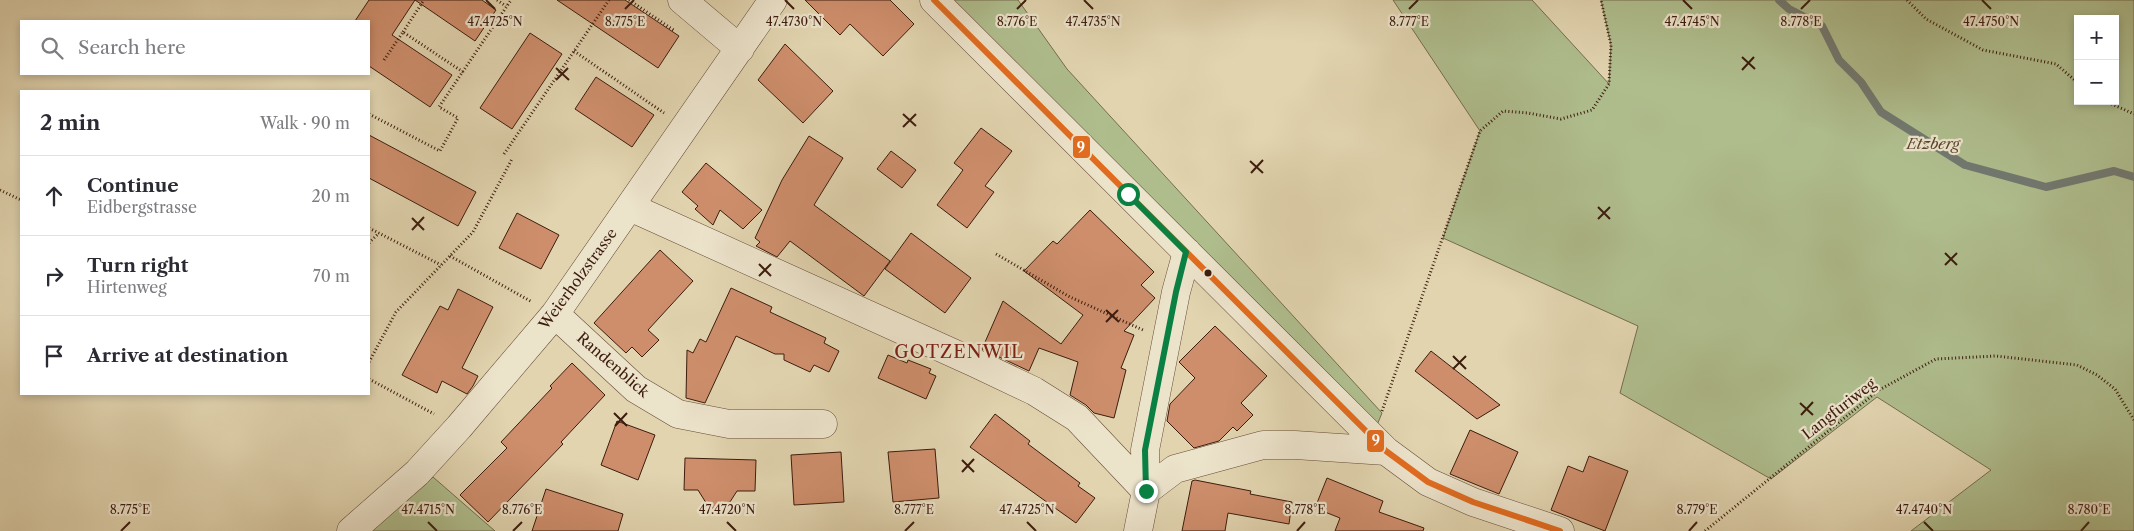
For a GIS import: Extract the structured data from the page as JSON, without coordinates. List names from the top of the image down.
{
  "streets": {
    "street": ["Weierholzstrasse", "Randenblick"],
    "path": ["Langfuriweg"]
  },
  "crossings": [
    ["Weierholzstrasse", "Randenblick"]
  ],
  "districts": ["GOTZENWIL"],
  "parks": ["Etzberg"],
  "lines": ["transit line 9"],
  "page": {
    "map_buttons": ["+", "−"],
    "search": "Search here",
    "heading": ["2 min", "Walk · 90 m"],
    "list": [
      ["Continue", "Eidbergstrasse", "20 m"],
      ["Turn right", "Hirtenweg", "70 m"],
      "Arrive at destination"
    ]
  },
  "coordinates": [
    "47.4725°N",
    "47.4730°N",
    "47.4735°N",
    "47.4745°N",
    "47.4750°N",
    "8.775°E",
    "8.776°E",
    "8.777°E",
    "8.778°E",
    "8.779°E",
    "8.780°E",
    "47.4715°N",
    "47.4720°N",
    "47.4740°N"
  ]
}
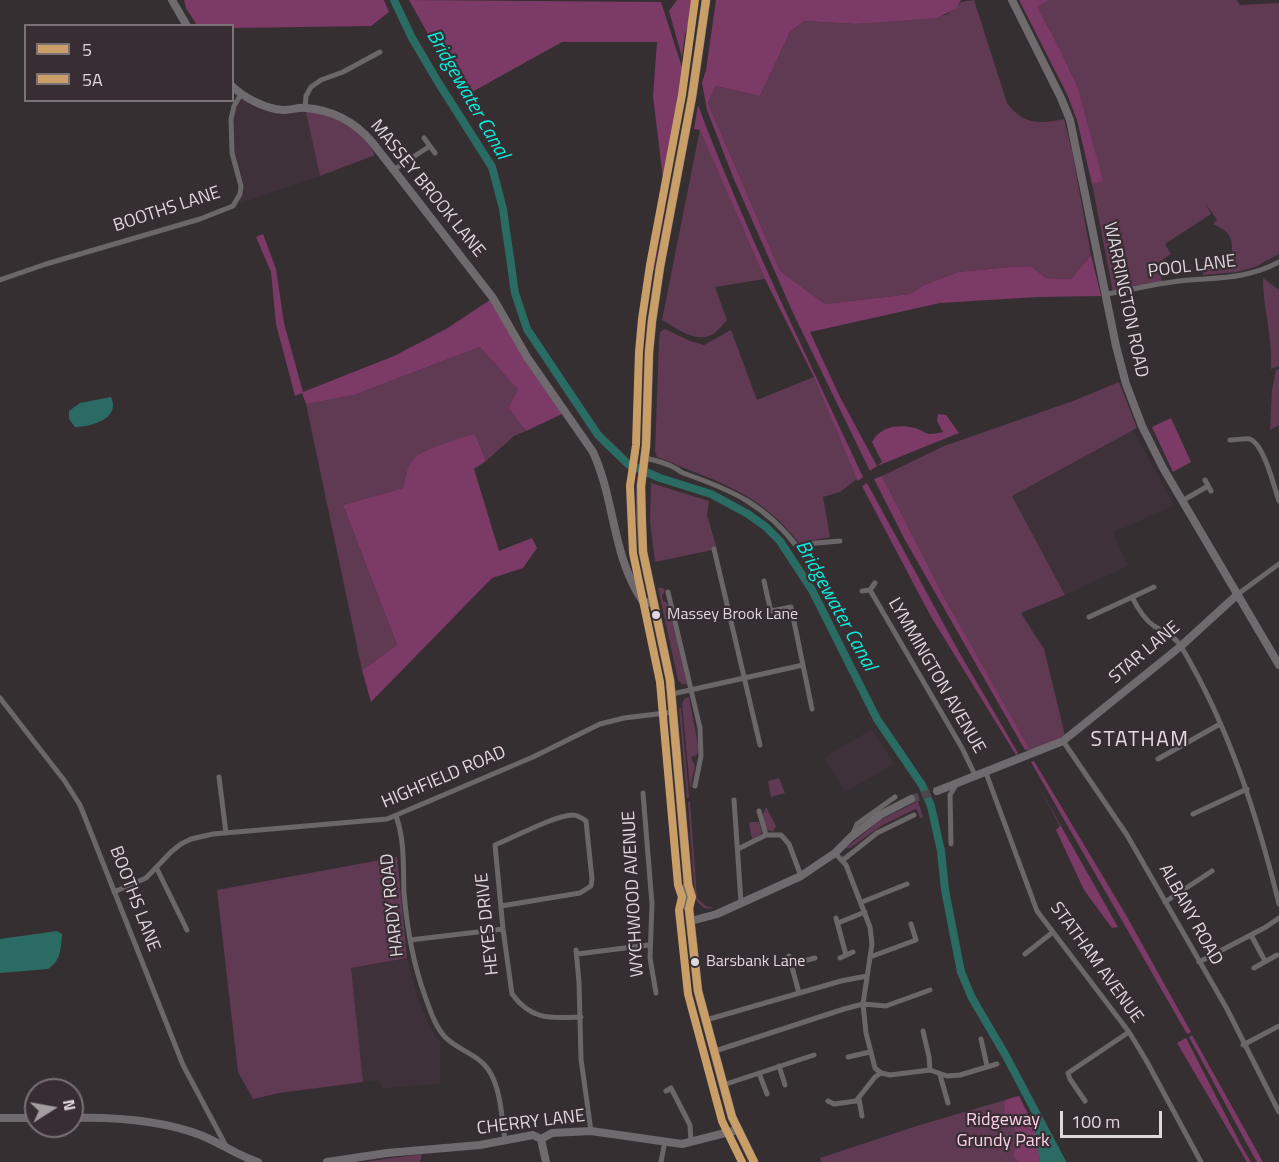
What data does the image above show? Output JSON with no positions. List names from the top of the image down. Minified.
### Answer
{"streets":{"street":["MASSEY BROOK LANE","BOOTHS LANE","POOL LANE","WARRINGTON ROAD","STAR LANE","LYMMINGTON AVENUE","HIGHFIELD ROAD","WYCHWOOD AVENUE","HARDY ROAD","ALBANY ROAD","HEYES DRIVE","STATHAM AVENUE","CHERRY LANE"]},"crossings":[["MASSEY BROOK LANE","BOOTHS LANE"],["BOOTHS LANE","HIGHFIELD ROAD"],["POOL LANE","WARRINGTON ROAD"],["WARRINGTON ROAD","STAR LANE"],["STAR LANE","ALBANY ROAD"],["STAR LANE","STATHAM AVENUE"],["HIGHFIELD ROAD","HARDY ROAD"],["HARDY ROAD","CHERRY LANE"]],"districts":["STATHAM"],"water":["Bridgewater Canal"],"parks":["Ridgeway Grundy Park"],"places":["Massey Brook Lane","Barsbank Lane"],"lines":["transit line 5","transit line 5A"],"legend":["5","5A"],"scale_bar":"100 m","north":"right"}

* [EXERCISE]
Restate the whole listing above exactly, please, omitting every image.

* [EXPECTED OUTPUT]
For a GIS import: Extract the structured data from the page as JSON, without coordinates. List names from the top of the image down.
{
  "streets": {
    "street": ["Weierholzstrasse", "Randenblick"],
    "path": ["Langfuriweg"]
  },
  "crossings": [
    ["Weierholzstrasse", "Randenblick"]
  ],
  "districts": ["GOTZENWIL"],
  "parks": ["Etzberg"],
  "lines": ["transit line 9"],
  "page": {
    "map_buttons": ["+", "−"],
    "search": "Search here",
    "heading": ["2 min", "Walk · 90 m"],
    "list": [
      ["Continue", "Eidbergstrasse", "20 m"],
      ["Turn right", "Hirtenweg", "70 m"],
      "Arrive at destination"
    ]
  },
  "coordinates": [
    "47.4725°N",
    "47.4730°N",
    "47.4735°N",
    "47.4745°N",
    "47.4750°N",
    "8.775°E",
    "8.776°E",
    "8.777°E",
    "8.778°E",
    "8.779°E",
    "8.780°E",
    "47.4715°N",
    "47.4720°N",
    "47.4740°N"
  ]
}
What data does the image above show? Output JSON with no positions. List names from the top of the image down. Minified.
### Answer
{"streets":{"street":["MASSEY BROOK LANE","BOOTHS LANE","POOL LANE","WARRINGTON ROAD","STAR LANE","LYMMINGTON AVENUE","HIGHFIELD ROAD","WYCHWOOD AVENUE","HARDY ROAD","ALBANY ROAD","HEYES DRIVE","STATHAM AVENUE","CHERRY LANE"]},"crossings":[["MASSEY BROOK LANE","BOOTHS LANE"],["BOOTHS LANE","HIGHFIELD ROAD"],["POOL LANE","WARRINGTON ROAD"],["WARRINGTON ROAD","STAR LANE"],["STAR LANE","ALBANY ROAD"],["STAR LANE","STATHAM AVENUE"],["HIGHFIELD ROAD","HARDY ROAD"],["HARDY ROAD","CHERRY LANE"]],"districts":["STATHAM"],"water":["Bridgewater Canal"],"parks":["Ridgeway Grundy Park"],"places":["Massey Brook Lane","Barsbank Lane"],"lines":["transit line 5","transit line 5A"],"legend":["5","5A"],"scale_bar":"100 m","north":"right"}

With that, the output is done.